Alior Bank S.A. development prospects

In accordance with the information provided in Chapter II – the External environment of the Bank’s operations – in 2015 maintenance of favourable factors for the strong growth of Poland’s economy is anticipated.

In effect, Poland’s GDP is expected to grow robustly in 2015 and 2016. A strong labour market will contribute to increased consumption. Additionally, the use of EU funds will support the infrastructural expenses of the public sector. Unemployment will drop by 1 p.p. per annum, mainly in consequence of an increase in the number of employees at the same participation rate. In 2014 inflation dropped below zero and will remain at this level until early 2015.

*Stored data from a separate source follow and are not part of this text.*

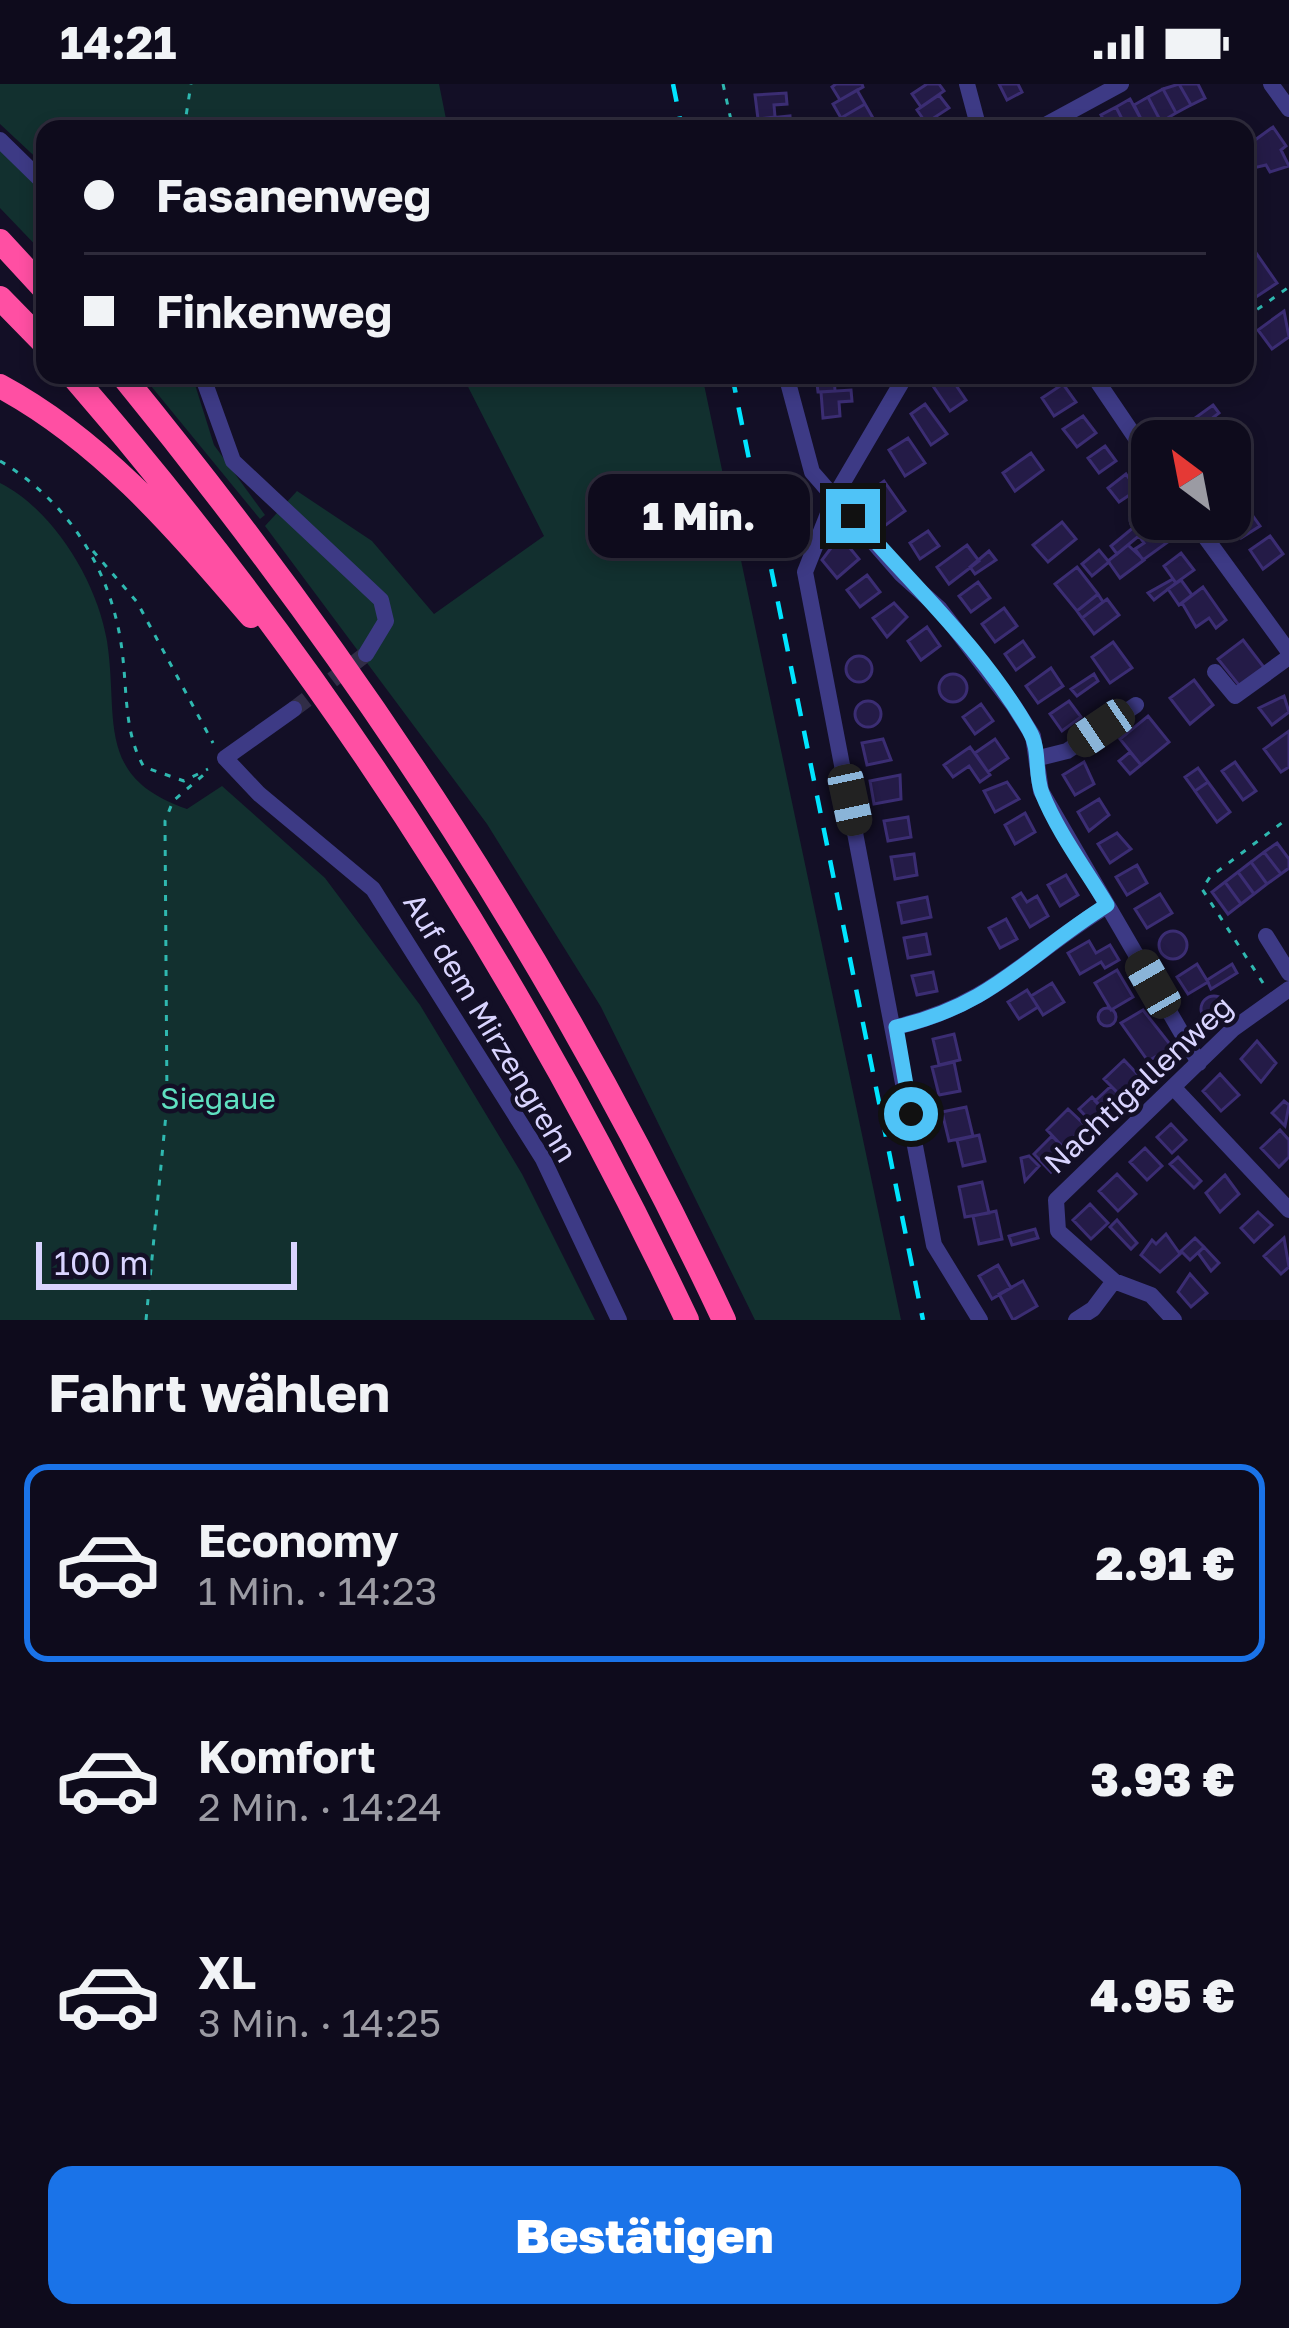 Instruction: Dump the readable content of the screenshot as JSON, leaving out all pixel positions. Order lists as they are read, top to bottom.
{
  "streets": {
    "street": ["Auf dem Mirzengrehn", "Nachtigallenweg"]
  },
  "parks": ["Siegaue"],
  "scale_bar": "100 m",
  "north": "top left",
  "page": {
    "status": "14:21",
    "banner": ["Fasanenweg", "Finkenweg"],
    "bubble": "1 Min.",
    "scale": "100 m",
    "heading": "Fahrt wählen",
    "list": [
      {
        "name": "Economy",
        "note": "1 Min. · 14:23",
        "value": "2.91 €"
      },
      {
        "name": "Komfort",
        "note": "2 Min. · 14:24",
        "value": "3.93 €"
      },
      {
        "name": "XL",
        "note": "3 Min. · 14:25",
        "value": "4.95 €"
      }
    ],
    "buttons": "Bestätigen"
  }
} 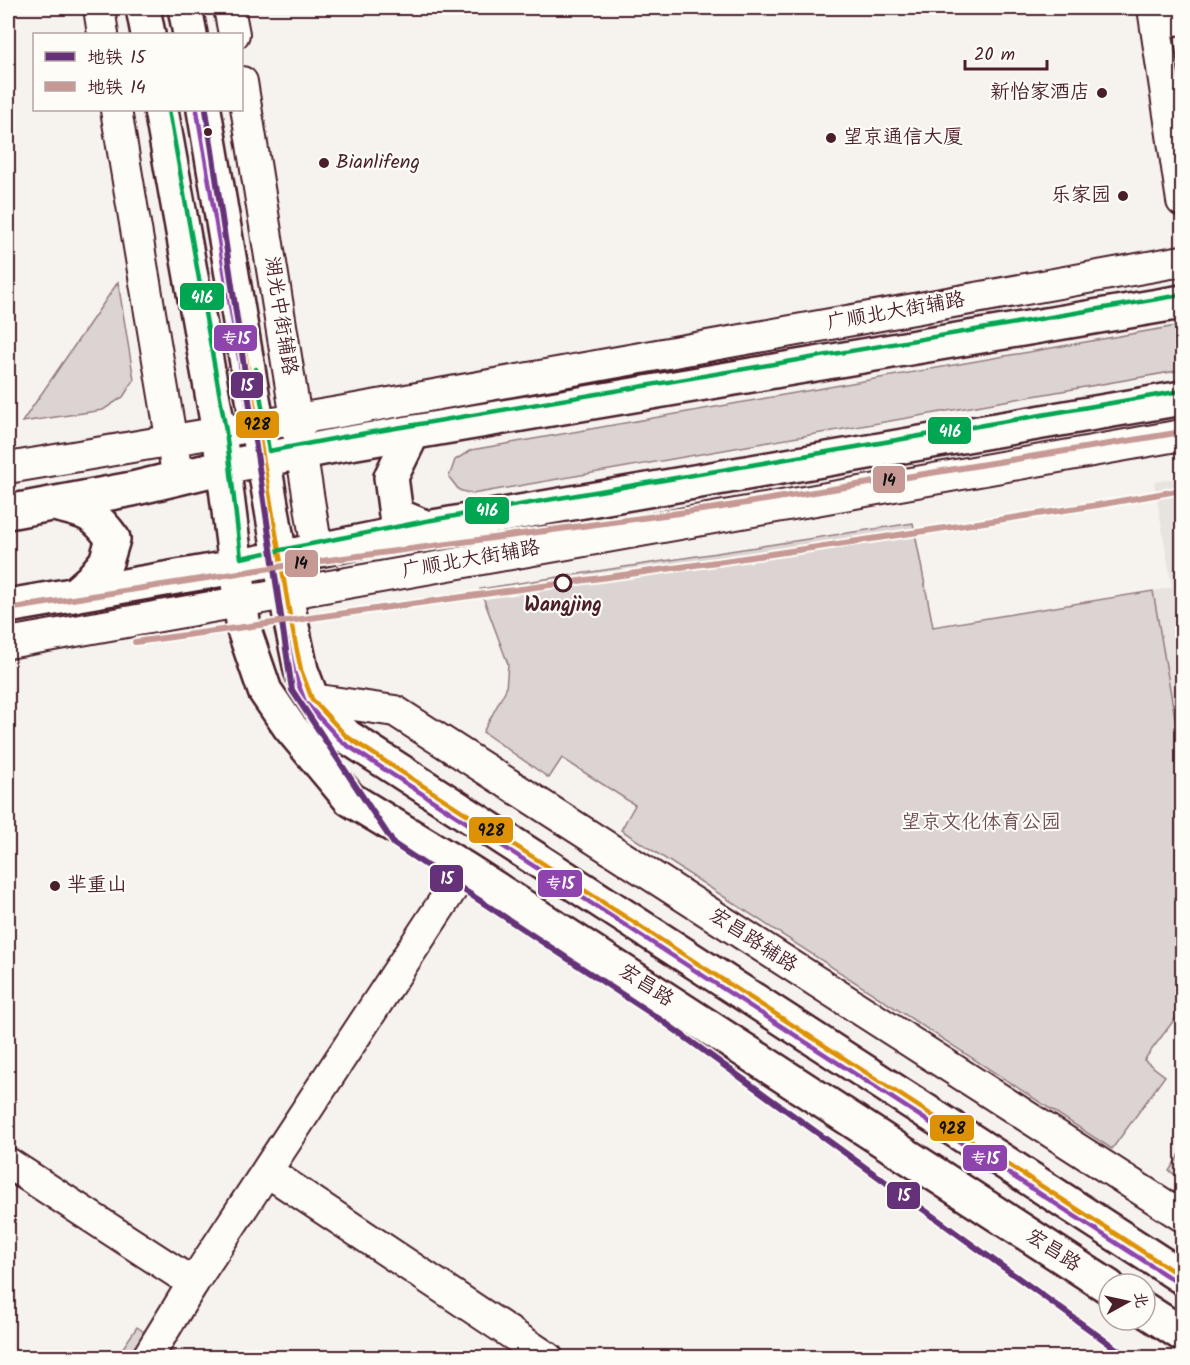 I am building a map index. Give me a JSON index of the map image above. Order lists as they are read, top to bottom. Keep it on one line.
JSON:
{"streets":{"main road":["宏昌路"],"street":["广顺北大街辅路","湖光中街辅路","宏昌路辅路"]},"crossings":[["广顺北大街辅路","湖光中街辅路"],["广顺北大街辅路","宏昌路"]],"parks":["望京文化体育公园"],"places":["新怡家酒店","望京通信大厦","Bianlifeng","乐家园","Wangjing","芈重山"],"lines":["metro line 15","transit line 928","transit line 专15","transit line 416","metro line 14"],"legend":["地铁 15","地铁 14"],"scale_bar":"20 m","north":"right"}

The most important external factors affecting the GDP growth and inflation in Poland include primarily the stability and scale of recovery in the Eurozone, the possibility of considerable appreciation of the Euro, the potential bankruptcy of Russia leading to risk aversion, and potential escalation of the Ukraine-Russia conflict. Sustainability of higher growth in the Eurozone, Poland’s key trading partner, also depends on the unresolved conflict between Russia and Ukraine and the impact of sanctions imposed as a result of the conflict. Additionally, the drop in turnover in global trade and the slowing of growth in developing countries raises additional concerns as to the expected growth of the global economy.

Taking the external factors referred to above into consideration, to achieve its strategic goals Alior Bank intends to continue implementing the existing projects and to initiate new ones aimed at extending and optimizing the product offer, and to maintain a consistently dynamic rate of acquiring new customers. These actions constitute the basis for the Bank’s strategy which stipulates increasing the Bank’s in-depth relationships with the existing customers and gaining new ones within the existing distribution network. The key processes which will have an impact on the Bank’s operations include the process of its merger with Meritum Bank.

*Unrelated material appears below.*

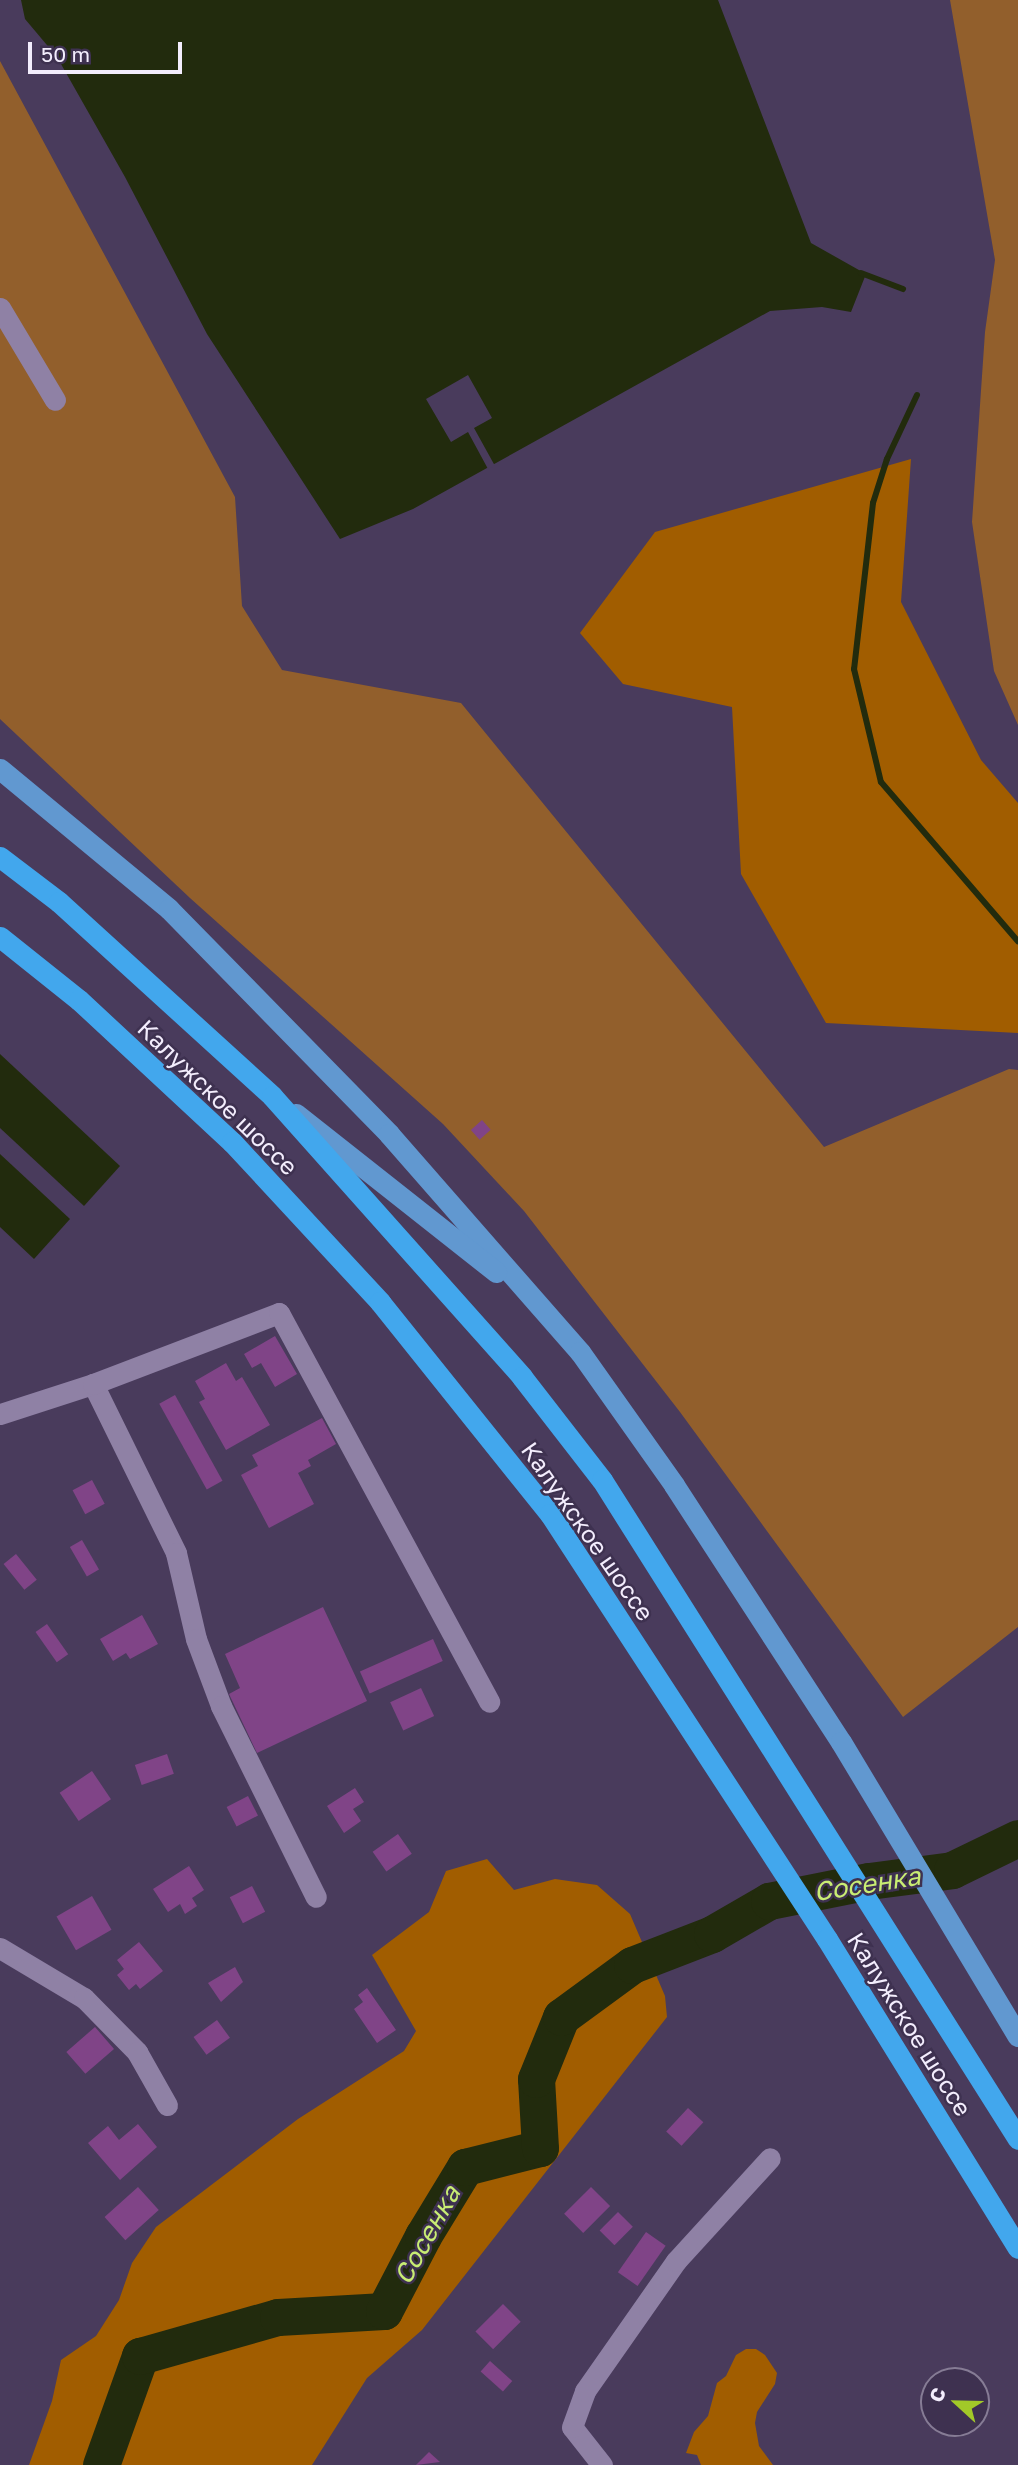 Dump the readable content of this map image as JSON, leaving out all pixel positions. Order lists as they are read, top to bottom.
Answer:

The combination of Meritum Bank’s experience, in particular in the cash loans segment and in banking for micro- and small enterprises, with the operations of Alior Bank, will enable achieving effective business synergies and creating a bank with promising development perspectives.

Additionally, a factor that will have a material impact on the Bank’s operations in 2015, will be the continuation of processes aimed at dynamic acquisition of customers and maintaining high sales volumes in sales of cash and mortgage loans (in respect of retail customers) and working capital and investment loans (in respect of business customers). The following will support customer acquisition and the generated level of sales:

 developing banking activities as part of cooperation with T-Mobile Polska under the brand: T-Mobile Banking Services delivered by Alior Bank. In 2015, further new products to be introduced under our cooperation combining banking services with telecommunications services, including products for small businesses, and access channels will be developed. Alior Bank’s ambition is to acquire 2 million customers over the next five years based on the above initiative. The planned return on equity in the third year should reach 16%, growing to approx. 40% in the fifth year.

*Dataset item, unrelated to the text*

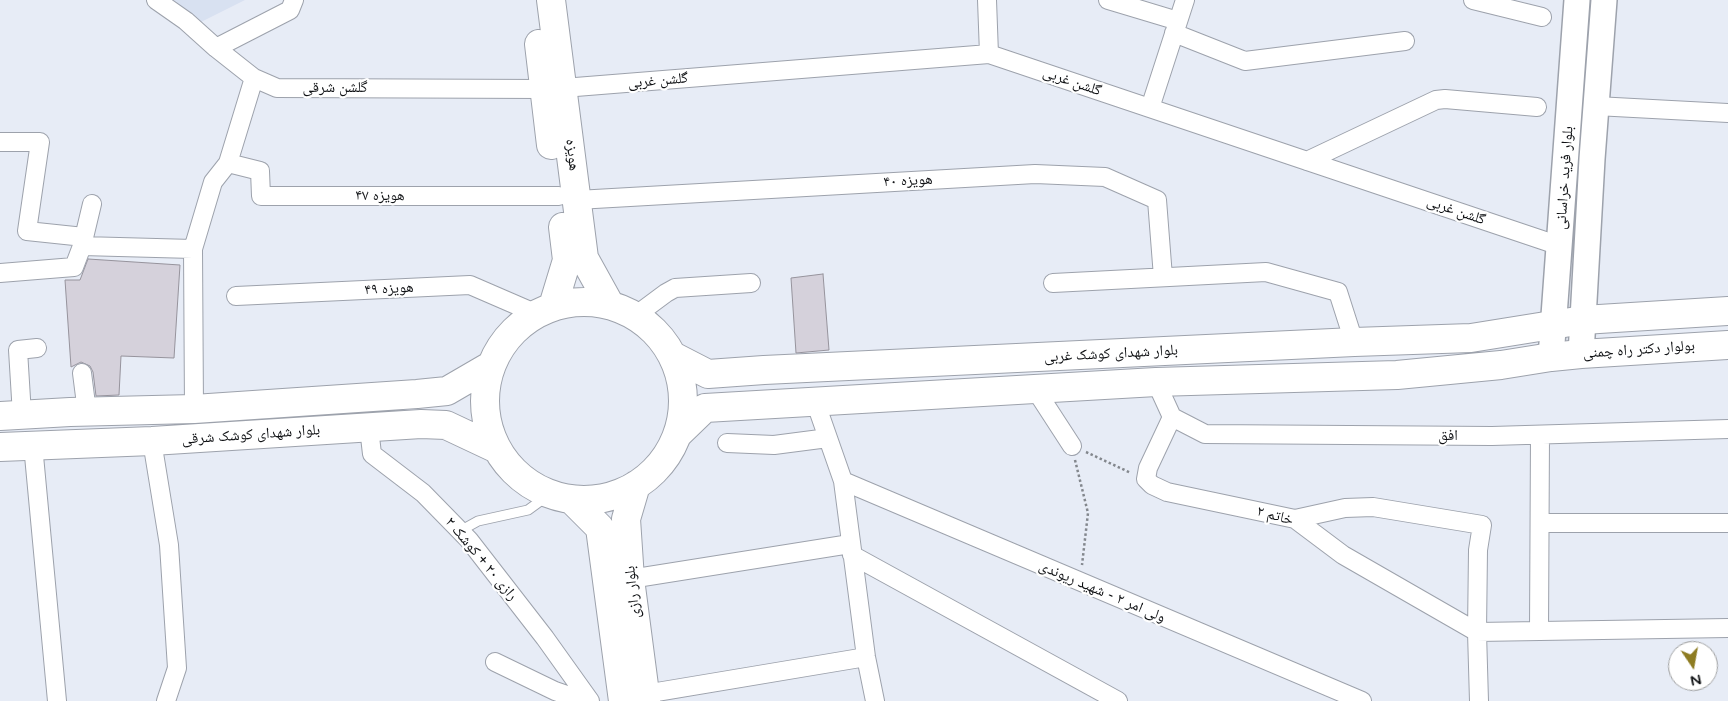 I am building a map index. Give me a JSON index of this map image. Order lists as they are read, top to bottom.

 continued acquisition of customers in the Consumer Finance area. Based on sales of retail loans through the extensive network of retail shops, the Bank is building a customer base which will be used to further develop the sales of loan products (mainly cash loans). Increasing the scale of productization of the customers thus gained is one of the sources of strengthening the level of generated income.

 cooperation with the subsidiary Money Makers aimed at better supplementing the Bank’s deposit offer with a wide offer of investment products is of particular importance in a situation in which the NBP maintains interest rates on a historically low level, thus creating an opportunity to offer customers products alternative to low-interest bank deposits.